Whichever it is, there are no ugly black plastic lids here at Yale. There is compost—certainly—and I celebrated with as much vigor as my peers when compost bins were introduced in the dining halls. But there is no walk across the pachysandra, or the sand. There are no eyes; there is no clench of your lungs and sudden overwhelming urge to simultaneously squeeze your eyes shut in some juvenile hide-and-seek and to open them as wide as you can, to drink in the glossy lines of this resting creature. There is no question punctuated with an exclamation point:
“What is this! What is it doing here! Why!”
There is simply a chute, and the compost falls through it into a netherworld beneath a smooth black marble counter, and is gone.
I did not think of the black mamba for a long time. In college so far, I have indulged a secret fascination with the foods that for so long were only distant visions across the table; at Walgreens I purchased my very own Lunchables and ate it with bite-sized relish and secretive ecstasy. I dutifully scrape my uneaten food (of which there is little) into the circular compost hole, and down it goes, into the depths, out of my sight.
I did not think of the black mamba until this evening.
This evening it snowed. I walked across Old Campus in boots, nearly slipping several times. There was just enough snow to make footprints on the grass. Beside the Theodore Dwight Woolsey statue I stopped, and wondered why I had heard a sharp intake of breath from my own lungs, and there it was: drawn in neat footprints in the snow, carefully outlined, the four-armed body of a swastika.
Swastikas have little to do with compost. I say “little,” but I mean nothing. Yet in the graying darkness I looked down at it, the swastika in the snow, the line drawn by someone’s finger in a neat circle around the crooked arms, and I felt the whoosh of the exclamation points in my head, the paralytic repulsion, the knocking of air from my chest. Theodore Woolsey was unperturbed; I felt my eyes widening in the chill.
For it was oddly beautiful, these converging geometric lines in the snow, inside a circle under the stars.
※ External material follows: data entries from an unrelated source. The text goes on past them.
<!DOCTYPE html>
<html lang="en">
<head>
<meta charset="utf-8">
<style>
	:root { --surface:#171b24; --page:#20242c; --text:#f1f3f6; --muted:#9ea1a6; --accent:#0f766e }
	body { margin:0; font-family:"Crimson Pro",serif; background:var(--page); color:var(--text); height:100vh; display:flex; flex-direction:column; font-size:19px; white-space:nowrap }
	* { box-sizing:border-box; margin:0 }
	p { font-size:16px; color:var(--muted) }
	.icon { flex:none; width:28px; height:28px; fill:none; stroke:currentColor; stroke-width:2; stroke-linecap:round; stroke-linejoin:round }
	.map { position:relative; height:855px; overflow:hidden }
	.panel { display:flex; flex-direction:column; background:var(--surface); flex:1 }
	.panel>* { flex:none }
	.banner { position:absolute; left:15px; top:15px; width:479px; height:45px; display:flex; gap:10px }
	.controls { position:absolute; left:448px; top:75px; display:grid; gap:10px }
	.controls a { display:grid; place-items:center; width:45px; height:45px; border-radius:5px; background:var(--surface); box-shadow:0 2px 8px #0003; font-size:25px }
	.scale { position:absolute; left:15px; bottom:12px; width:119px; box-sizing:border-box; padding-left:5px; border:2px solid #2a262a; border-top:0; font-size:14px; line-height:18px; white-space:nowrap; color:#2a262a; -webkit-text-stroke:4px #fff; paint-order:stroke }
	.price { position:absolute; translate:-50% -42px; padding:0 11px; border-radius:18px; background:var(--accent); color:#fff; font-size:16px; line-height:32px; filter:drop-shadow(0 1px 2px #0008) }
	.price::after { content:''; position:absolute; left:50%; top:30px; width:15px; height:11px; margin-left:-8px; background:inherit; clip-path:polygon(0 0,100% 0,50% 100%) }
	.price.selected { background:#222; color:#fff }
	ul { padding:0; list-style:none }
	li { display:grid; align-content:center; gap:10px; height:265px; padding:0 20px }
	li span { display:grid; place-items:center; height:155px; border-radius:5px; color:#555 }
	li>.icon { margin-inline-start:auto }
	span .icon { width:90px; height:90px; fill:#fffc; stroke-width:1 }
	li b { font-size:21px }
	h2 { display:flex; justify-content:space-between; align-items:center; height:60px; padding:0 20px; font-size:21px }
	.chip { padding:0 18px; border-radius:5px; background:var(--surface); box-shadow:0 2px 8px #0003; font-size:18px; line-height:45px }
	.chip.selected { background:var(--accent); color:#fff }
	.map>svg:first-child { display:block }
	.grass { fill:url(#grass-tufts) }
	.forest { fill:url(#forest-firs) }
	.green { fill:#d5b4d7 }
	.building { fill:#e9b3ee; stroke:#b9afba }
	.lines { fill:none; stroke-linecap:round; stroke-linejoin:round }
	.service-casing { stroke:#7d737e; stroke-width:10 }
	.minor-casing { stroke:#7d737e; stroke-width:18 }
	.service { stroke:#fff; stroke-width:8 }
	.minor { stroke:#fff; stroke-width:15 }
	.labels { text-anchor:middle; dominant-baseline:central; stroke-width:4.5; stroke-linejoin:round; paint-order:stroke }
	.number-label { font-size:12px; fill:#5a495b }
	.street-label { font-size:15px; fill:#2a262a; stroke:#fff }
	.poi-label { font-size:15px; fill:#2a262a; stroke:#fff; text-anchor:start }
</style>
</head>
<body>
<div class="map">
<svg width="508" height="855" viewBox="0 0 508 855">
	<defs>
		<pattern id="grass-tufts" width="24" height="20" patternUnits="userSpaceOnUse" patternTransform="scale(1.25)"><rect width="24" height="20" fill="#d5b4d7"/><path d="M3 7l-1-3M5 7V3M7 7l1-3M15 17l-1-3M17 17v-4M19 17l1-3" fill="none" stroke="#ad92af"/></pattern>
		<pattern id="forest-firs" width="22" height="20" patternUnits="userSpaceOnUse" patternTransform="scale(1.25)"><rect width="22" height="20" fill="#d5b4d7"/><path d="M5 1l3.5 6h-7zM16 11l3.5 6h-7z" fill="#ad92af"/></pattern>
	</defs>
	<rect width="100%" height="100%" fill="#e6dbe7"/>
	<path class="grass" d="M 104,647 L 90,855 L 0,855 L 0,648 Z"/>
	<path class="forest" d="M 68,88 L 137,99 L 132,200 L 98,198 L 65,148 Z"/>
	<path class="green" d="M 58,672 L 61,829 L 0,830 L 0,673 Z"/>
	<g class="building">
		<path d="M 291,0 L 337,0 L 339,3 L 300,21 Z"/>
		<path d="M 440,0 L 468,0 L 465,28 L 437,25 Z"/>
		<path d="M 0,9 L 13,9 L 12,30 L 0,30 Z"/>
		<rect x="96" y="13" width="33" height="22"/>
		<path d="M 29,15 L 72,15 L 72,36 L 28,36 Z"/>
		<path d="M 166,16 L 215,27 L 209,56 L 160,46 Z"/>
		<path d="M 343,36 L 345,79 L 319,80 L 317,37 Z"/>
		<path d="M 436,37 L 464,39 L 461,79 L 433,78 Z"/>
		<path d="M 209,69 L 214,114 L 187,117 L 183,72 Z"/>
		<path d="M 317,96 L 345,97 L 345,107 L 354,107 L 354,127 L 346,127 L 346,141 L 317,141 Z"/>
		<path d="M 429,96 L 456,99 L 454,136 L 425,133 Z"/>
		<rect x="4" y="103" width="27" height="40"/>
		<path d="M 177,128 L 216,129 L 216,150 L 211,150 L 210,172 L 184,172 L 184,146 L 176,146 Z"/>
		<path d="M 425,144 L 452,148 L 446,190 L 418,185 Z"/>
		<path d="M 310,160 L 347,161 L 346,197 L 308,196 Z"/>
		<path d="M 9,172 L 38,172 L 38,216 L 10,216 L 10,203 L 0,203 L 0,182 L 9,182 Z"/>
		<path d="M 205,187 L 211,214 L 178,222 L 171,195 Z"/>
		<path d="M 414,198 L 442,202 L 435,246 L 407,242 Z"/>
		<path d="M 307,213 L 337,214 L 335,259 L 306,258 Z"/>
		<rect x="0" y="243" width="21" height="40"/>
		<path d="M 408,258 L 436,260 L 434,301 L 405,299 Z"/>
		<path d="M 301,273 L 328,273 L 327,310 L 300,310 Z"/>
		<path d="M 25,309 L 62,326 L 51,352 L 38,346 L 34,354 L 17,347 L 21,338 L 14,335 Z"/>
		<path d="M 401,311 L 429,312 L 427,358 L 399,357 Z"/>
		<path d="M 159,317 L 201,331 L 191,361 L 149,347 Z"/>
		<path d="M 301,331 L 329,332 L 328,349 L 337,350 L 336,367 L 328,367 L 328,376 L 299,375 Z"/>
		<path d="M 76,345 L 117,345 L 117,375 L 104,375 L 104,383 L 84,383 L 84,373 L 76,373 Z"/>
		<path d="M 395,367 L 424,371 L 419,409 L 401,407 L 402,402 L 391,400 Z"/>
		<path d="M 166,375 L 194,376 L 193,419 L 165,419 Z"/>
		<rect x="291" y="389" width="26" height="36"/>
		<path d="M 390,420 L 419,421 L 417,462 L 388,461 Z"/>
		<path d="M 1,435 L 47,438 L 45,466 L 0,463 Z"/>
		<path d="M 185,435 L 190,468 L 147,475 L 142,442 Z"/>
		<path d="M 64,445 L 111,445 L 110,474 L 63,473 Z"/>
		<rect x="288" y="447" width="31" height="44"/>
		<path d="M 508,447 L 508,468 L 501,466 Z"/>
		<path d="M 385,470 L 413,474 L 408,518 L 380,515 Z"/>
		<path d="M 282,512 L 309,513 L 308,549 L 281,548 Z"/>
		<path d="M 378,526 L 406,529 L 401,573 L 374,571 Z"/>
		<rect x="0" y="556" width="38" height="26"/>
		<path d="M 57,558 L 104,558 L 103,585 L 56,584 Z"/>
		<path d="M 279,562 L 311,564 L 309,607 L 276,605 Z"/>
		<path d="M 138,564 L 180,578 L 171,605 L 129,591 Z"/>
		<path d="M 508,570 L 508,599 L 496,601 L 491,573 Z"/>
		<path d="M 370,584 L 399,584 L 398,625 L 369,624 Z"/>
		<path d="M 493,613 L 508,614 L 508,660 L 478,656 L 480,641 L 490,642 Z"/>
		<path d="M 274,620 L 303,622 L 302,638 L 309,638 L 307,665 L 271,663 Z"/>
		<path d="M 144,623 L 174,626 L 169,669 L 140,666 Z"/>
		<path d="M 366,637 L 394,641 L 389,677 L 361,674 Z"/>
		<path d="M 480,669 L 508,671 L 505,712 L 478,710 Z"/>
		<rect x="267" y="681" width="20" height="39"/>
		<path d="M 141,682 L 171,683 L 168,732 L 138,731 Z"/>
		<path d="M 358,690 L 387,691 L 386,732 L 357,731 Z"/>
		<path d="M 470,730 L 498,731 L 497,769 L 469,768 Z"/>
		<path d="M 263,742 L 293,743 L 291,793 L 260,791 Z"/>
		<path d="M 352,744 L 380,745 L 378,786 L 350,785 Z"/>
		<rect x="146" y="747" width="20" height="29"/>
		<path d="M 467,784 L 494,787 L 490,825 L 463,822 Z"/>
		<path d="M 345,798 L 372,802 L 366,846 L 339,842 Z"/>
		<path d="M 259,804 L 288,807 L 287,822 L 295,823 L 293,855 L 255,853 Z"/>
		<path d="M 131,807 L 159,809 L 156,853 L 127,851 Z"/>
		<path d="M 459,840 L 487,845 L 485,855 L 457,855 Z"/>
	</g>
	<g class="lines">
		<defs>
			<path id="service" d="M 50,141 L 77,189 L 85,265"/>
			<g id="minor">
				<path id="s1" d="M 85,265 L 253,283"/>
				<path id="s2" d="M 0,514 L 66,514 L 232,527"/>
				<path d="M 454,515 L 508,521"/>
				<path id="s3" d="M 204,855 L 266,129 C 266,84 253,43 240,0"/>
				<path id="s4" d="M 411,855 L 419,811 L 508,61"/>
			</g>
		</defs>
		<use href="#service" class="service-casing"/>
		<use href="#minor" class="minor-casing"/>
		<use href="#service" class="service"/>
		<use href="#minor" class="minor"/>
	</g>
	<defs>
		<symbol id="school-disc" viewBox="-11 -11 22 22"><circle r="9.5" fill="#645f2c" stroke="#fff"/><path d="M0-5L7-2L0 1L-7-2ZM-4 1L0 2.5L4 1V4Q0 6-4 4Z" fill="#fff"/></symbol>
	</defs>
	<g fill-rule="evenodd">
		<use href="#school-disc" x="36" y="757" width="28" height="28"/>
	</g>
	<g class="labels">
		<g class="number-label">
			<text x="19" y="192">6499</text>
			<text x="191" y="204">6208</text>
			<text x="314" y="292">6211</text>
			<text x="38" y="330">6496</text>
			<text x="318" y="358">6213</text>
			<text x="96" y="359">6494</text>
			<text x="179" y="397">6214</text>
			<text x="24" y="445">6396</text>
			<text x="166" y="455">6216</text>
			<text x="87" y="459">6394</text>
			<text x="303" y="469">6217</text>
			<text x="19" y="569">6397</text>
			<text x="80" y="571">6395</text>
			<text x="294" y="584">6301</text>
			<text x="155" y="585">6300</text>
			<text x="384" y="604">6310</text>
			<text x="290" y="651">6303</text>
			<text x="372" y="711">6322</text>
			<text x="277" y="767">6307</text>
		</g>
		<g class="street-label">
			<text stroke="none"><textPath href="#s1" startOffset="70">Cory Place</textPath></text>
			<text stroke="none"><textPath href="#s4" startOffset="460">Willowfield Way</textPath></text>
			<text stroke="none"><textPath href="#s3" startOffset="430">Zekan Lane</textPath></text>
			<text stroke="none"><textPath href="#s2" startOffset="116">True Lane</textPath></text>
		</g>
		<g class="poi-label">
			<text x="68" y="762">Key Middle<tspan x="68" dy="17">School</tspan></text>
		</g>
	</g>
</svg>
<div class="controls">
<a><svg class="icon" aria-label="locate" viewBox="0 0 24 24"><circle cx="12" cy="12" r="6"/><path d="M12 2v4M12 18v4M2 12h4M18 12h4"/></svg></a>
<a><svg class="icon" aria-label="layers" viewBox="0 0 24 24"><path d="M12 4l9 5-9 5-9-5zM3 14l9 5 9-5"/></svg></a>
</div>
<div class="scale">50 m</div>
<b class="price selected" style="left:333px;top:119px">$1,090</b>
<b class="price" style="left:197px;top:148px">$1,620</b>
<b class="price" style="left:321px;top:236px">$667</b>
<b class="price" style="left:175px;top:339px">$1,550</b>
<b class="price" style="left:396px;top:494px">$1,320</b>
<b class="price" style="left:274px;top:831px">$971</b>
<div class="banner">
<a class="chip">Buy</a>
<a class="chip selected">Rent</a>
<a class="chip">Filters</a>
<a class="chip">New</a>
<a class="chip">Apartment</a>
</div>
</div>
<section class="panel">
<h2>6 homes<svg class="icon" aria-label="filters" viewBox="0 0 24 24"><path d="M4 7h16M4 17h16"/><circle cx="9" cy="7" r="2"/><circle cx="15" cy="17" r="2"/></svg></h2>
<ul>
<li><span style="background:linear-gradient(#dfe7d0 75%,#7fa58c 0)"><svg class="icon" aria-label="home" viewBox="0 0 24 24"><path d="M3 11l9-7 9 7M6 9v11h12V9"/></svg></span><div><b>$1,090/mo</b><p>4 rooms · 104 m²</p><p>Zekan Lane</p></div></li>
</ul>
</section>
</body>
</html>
And my own fascination frightened me. The black mamba, with its lacquered scales and baby mouth. The swastika, with its symmetry and unity and terrifying grace, rising out of the earth itself.
“Why!” the darkness whispered, and it was a question tome.
I did not answer it. My foot extended almost against my will and wiped the swastika from the snow. It had been for my eyes alone, and the eyes of the black mamba, and the eyes of my parents, who now watch me through my own eyes.